A análise da importância do objeto ao longo do tempo como mecanismo de interpretação e posicionamento do indivíduo perante um mundo que nem sempre se revelou de fácil compreensão também se mostrou pertinente neste primeiro capítulo. O estudo de uma
27 extensa bibliografia permitiu verificar que a prática de colecionar objetos ofereceu e continua a permitir ao indivíduo a possibilidade de construir a sua própria identidade, de criar um discurso social pleno de significados e de se sentir parte de um universo alternativo, fruto da sua visão, escolha e vontade. Por outro lado, a relevância da prática de colecionar como fenómeno social transformou-a numa área de estudo bastante estimulante, tendo em consideração o potencial de informação que pode revelar sobre o ser humano. A história do homem é também uma história de objetos e a prática de colecionar simboliza uma das formas como este relacionamento se concretizou desde os tempos recuados da Pré-história até à atualidade.

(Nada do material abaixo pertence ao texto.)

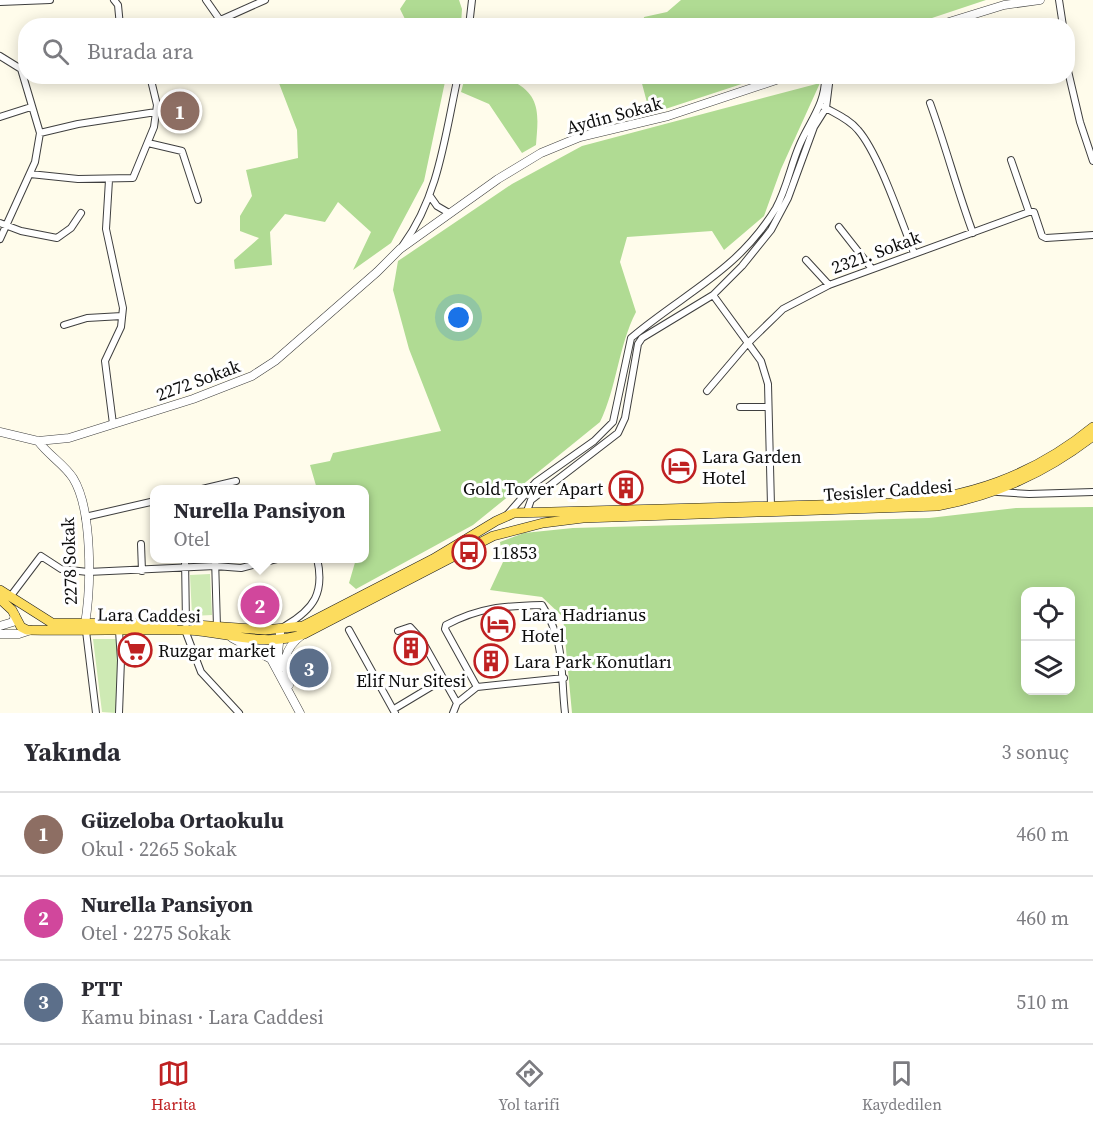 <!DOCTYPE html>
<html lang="tr">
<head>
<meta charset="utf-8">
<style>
	body { margin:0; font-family:"Source Serif 4",serif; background:#f2f2f3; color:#2b2b33 }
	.controls { position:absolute; right:18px; bottom:18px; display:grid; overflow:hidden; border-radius:12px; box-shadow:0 3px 15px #0003 }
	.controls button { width:54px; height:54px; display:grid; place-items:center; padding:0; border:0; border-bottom:2px solid #e1e1e2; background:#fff; color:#2b2b33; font:30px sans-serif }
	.you { position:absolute; left:459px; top:318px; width:21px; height:21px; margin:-15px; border:4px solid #fff; border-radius:50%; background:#1a73e8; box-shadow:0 0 0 9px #1a73e833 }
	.badge { display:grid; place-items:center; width:39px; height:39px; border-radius:50%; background:#bf2122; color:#fff; font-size:20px; font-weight:700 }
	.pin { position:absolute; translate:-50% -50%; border:3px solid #fff; box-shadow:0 2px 6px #0006 }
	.popup { position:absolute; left:150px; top:485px; width:219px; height:78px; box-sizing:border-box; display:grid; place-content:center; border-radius:12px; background:#fff; filter:drop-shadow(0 2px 4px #0005); font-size:20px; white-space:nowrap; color:#7c7c81 }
	.popup b { font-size:22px; color:#2b2b33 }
	.popup::after { content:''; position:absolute; left:50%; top:100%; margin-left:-12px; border:12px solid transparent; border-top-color:#fff }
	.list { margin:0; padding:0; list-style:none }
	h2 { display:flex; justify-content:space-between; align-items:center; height:78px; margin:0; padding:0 24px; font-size:26px }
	h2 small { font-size:20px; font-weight:400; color:#7c7c81 }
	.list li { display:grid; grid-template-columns:39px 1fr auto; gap:18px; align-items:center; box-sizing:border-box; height:84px; padding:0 24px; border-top:2px solid #e1e1e2 }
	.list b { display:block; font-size:22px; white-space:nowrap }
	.list p { margin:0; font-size:20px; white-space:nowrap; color:#7c7c81 }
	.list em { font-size:20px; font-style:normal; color:#7c7c81 }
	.icon { flex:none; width:33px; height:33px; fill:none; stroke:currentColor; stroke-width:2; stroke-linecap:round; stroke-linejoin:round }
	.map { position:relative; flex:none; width:1093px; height:713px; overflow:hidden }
	.search { position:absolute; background:#fff; box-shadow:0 3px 15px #0003; left:18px; right:18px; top:18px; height:66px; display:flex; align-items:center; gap:15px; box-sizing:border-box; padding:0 21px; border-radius:24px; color:#7c7c81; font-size:22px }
	.sheet { height:330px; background:#fff }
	nav { display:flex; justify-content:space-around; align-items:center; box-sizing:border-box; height:84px; border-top:2px solid #e1e1e2; background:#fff; font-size:16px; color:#7c7c81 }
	nav a { display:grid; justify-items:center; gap:3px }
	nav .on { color:#bf2122 }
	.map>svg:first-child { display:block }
</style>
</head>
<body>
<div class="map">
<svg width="1093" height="713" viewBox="0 0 1093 713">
	<rect width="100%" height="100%" fill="#fffceb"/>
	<path fill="#ceeab4" d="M 210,574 L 212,615 L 192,616 L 190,575 Z
		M 93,639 L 117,639 L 119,698 L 116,713 L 102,712 Z"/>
	<path fill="#b0db93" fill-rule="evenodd" d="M 406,0 L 459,0 L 462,9 L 461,25 L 394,25 L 407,23 L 400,9 Z
		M 681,0 L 986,0 L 911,25 L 643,25 L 644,17 L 667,12 Z
		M 295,76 L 446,77 L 424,181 L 391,243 L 353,270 L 371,232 L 338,202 L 325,222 L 285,214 L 270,232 L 272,265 L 235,269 L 234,260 L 259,238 L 240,231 L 240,216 L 252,196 L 246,170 L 298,158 L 297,130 L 277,78 Z
		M 640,76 L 763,76 L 763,77 L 650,114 Z
		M 465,77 L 512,77 L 514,82 C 542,96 538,118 536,145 L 522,153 L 489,104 L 461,92 Z
		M 820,83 L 781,169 L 764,216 L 724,250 L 712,231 L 627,237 L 620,262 L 636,312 C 618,347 617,387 600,422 L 473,525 L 356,589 L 349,583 L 356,559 L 365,558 L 365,490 L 317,489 L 310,465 L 330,461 L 333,453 L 441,431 L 409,349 L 393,290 L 398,261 L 512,184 L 582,146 Z
		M 1093,507 L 1093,713 L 572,713 L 563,617 L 542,597 L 490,590 L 503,562 L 500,542 L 524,533 L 573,528 L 929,518 L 1016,508 ZM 1026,592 L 1070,592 L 1070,690 L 1026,690 Z"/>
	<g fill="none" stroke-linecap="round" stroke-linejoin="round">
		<defs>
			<path id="minor" d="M 114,0 L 118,5 L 120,26
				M 206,0 L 220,20
				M 1059,0 L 1063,26
				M 0,2 L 50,0
				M 207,26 L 265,0
				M 469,26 L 472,0
				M 1068,45 L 1068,71 L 1080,122 L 1093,161
				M 0,56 L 21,69
				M 930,103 C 946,147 957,190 973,233
				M 824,107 C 836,114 849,119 858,130 C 879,154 901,221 914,253
				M 0,117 L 31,107
				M 40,133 L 78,124 L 156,112
				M 148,143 L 182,151 L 198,200
				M 1011,160 L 1029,212
				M 30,174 L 78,179 L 133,178 L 154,127 L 157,105 L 150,76
				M 109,180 L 106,229 L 123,308 L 121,327 L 105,361 L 113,424
				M 430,196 L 437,206 L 449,213
				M 1029,212 L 1034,212 L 1042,236 L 1046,238 L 1093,235
				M 0,223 L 21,231 L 57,238 L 71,228 L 81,213
				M 839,227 L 872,269
				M 0,239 L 35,162 L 40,133 L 21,69
				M 403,245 C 439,196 445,135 458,76
				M 806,260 L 829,285
				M 713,295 L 761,361 L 768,384 L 771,506
				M 64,325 L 87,318 L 122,316
				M 707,391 L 747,344 L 783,309 L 829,285 L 1029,212
				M 740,407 L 768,407
				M 198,490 L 236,481
				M 998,492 L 1029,494 L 1093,492
				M 527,511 L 531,500 L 618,433 L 625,418 L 638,344 L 642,338 L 713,295 L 742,266 L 771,230 L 788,198 L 814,127 L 826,108 L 830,76
				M 507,515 L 536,482 L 594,441 L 613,422 L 631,338 C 684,293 738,271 776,208 C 787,188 791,164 800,144 C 810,121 826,103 825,76
				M 85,517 L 155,501
				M 141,544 L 142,571
				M 185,558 L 186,624
				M 215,558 L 217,627
				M 10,597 L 41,556 L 61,569 L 88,572 L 215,566 L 241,568 L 281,558
				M 285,626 C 314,609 325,593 317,558
				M 185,630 L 201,672 L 239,713
				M 349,630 L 395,713
				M 86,631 L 96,713
				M 398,631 L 410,627 L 421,639 L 457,703
				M 477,687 L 445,629 L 446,625 C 480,607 504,606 542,605 C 566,643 560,670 565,713
				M 394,709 L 444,679
				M 119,713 L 121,660 L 119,631
				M 453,713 L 457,703 L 477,687 L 564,678"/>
			<path id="tertiary" d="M 936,26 L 1004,5 L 1040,0
				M 0,432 L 38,441 L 69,438 L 193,399 L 252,376 L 275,361 L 377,272 L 400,249 L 498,179 L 541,153 L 580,137 L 668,116 L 788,76
				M 38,441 C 48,455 64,464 73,478 C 93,510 91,588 85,624
				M 0,626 L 13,622 L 15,615
				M 280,633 L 278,653 L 281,668
				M 0,634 L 19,634 L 31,630
				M 232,638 L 271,659 L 300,713
				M 289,685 C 284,662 282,650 302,635"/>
			<path id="primary" d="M 0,590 L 52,623 L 173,624
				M 0,599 L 12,610 L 21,627 L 27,630 C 80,631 134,629 187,630 C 228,632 263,648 304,634 L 493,536 L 543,523 L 583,518 L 937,506 C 996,495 1045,473 1093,436
				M 196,625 L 265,630 L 303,626 L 433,559 L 496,521 L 514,513 L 890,503 C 967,499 1033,476 1093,427"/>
		</defs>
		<use href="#minor" stroke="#3f3f3f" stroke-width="8"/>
		<use href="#tertiary" stroke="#3f3f3f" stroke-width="9"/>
		<use href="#primary" stroke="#1d1d1d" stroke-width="10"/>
		<use href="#minor" stroke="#fff" stroke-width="6"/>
		<use href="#tertiary" stroke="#fff" stroke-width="8"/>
		<use href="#primary" stroke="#fcdc5e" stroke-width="9"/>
	</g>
	<defs>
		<symbol id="hotel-ring" viewBox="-11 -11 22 22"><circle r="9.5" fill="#fff" stroke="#bf2122" stroke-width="1.5"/><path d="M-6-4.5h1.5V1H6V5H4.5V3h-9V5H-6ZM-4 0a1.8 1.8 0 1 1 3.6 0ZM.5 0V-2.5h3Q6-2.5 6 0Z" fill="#bf2122"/></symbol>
		<symbol id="building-ring" viewBox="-11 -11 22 22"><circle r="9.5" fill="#fff" stroke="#bf2122" stroke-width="1.5"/><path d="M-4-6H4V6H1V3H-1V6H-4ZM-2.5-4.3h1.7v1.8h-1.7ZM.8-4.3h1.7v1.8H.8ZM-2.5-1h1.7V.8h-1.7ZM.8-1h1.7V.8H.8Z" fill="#bf2122"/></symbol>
		<symbol id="bus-ring" viewBox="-11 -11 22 22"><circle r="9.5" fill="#fff" stroke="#bf2122" stroke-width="1.5"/><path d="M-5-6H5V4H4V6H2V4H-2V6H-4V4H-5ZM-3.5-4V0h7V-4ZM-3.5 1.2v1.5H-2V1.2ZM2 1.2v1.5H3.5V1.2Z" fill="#bf2122"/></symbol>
		<symbol id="supermarket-ring" viewBox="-11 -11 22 22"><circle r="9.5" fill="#fff" stroke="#bf2122" stroke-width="1.5"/><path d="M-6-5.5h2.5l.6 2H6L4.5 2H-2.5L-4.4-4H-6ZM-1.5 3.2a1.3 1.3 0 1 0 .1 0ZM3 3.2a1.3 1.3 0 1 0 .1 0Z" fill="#bf2122"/></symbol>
	</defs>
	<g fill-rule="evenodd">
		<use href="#hotel-ring" x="660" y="447" width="38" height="38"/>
		<use href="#building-ring" x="607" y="469" width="38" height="38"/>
		<use href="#bus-ring" x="450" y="533" width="38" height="38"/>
		<use href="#hotel-ring" x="479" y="605" width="38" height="38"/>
		<use href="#building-ring" x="392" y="629" width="38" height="38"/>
		<use href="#supermarket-ring" x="116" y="631" width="38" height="38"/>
		<use href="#building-ring" x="472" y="642" width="38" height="38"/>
	</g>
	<g text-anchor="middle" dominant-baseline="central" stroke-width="6" stroke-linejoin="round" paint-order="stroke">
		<g font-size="18" fill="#0c0c0c" stroke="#fff">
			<text transform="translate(614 115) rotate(-15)">Aydin Sokak</text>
			<text transform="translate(876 252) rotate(-20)">2321. Sokak</text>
			<text transform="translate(198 380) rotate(-20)">2272 Sokak</text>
			<text transform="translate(888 490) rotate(-4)">Tesisler Caddesi</text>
			<text transform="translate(69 561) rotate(-92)">2278 Sokak</text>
			<text transform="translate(149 615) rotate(1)">Lara Caddesi</text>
		</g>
		<g font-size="18" fill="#0c0c0c" stroke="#fff" text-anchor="start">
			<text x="702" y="456">Lara Garden<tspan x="702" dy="21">Hotel</tspan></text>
			<text x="603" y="488" text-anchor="end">Gold Tower Apart</text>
			<text x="492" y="552">11853</text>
			<text x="521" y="614">Lara Hadrianus<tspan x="521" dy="21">Hotel</tspan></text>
			<text x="158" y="650">Ruzgar market</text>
			<text x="514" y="661">Lara Park Konutları</text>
			<text x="411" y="680" text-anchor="middle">Elif Nur Sitesi</text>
		</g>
	</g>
</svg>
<div class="controls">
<button><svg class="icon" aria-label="locate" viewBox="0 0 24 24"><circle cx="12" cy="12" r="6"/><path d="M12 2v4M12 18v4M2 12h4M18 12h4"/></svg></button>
<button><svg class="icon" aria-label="layers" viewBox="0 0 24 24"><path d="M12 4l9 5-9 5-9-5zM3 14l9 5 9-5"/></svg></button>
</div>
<div class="you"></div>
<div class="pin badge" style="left:180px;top:111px;background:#8d6e63">1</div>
<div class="pin badge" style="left:260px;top:605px;background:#d1479c">2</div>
<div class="popup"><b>Nurella Pansiyon</b>Otel</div>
<div class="pin badge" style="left:309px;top:668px;background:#5c6f8a">3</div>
<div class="search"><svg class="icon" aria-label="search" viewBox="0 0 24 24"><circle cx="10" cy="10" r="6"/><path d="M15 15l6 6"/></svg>Burada ara</div>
</div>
<section class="sheet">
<h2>Yakında<small>3 sonuç</small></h2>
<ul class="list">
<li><span class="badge" style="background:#8d6e63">1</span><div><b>Güzeloba Ortaokulu</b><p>Okul · 2265 Sokak</p></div><em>460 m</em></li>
<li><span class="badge" style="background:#d1479c">2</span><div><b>Nurella Pansiyon</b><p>Otel · 2275 Sokak</p></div><em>460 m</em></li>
<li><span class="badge" style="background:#5c6f8a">3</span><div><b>PTT</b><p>Kamu binası · Lara Caddesi</p></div><em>510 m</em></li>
</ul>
</section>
<nav>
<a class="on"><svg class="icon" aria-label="map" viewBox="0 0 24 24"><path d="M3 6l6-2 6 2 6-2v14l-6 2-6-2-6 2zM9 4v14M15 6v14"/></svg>Harita</a>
<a><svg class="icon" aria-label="directions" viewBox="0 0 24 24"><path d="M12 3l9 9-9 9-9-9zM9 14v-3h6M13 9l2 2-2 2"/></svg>Yol tarifi</a>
<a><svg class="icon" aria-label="saved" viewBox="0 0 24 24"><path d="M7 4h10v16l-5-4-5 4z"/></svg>Kaydedilen</a>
</nav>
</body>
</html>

As coleções representam um imenso universo informacional. O estudo das suas biografias permite conhecer o colecionador (a sua história de vida, o seu perfil de colecionador, as suas motivações e preferências, o seu tempo e a sociedade na qual se integra), o objeto colecionado (a sua história de vida, caraterísticas físicas, técnicas de produção, as funções que desempenhou, os seus significados sociais) e a coleção (a sua história de vida, o seu percurso desde a sua criação até à atualidade). Inseridas em museus, que nascem, crescem e desenvolvem as suas atividades a partir delas, o estudo de coleções reveste-se de uma importância acrescida por consentir que a coleção assuma a sua função como «(…) instrumento de memória contra o esquecimento que o tempo promove» (Duarte, 2012, p. 55).
No segundo capítulo deste trabalho, propõe-se o estudo de uma coleção de postais ilustrados, legada ao Museu Martins Sarmento nos finais da primeira metade do século XX. Mas como se estuda uma coleção não documentada? Que histórias contará uma vez que nunca foi estudada, exibida ou publicada? Como se investiga um colecionador desconhecido que faleceu há sessenta e cinco anos? Pretende-se que este estudo se concretize a partir da recuperação e análise das respetivas biografias e do cruzamento das informações recolhidas, por forma a dar origem a uma narrativa.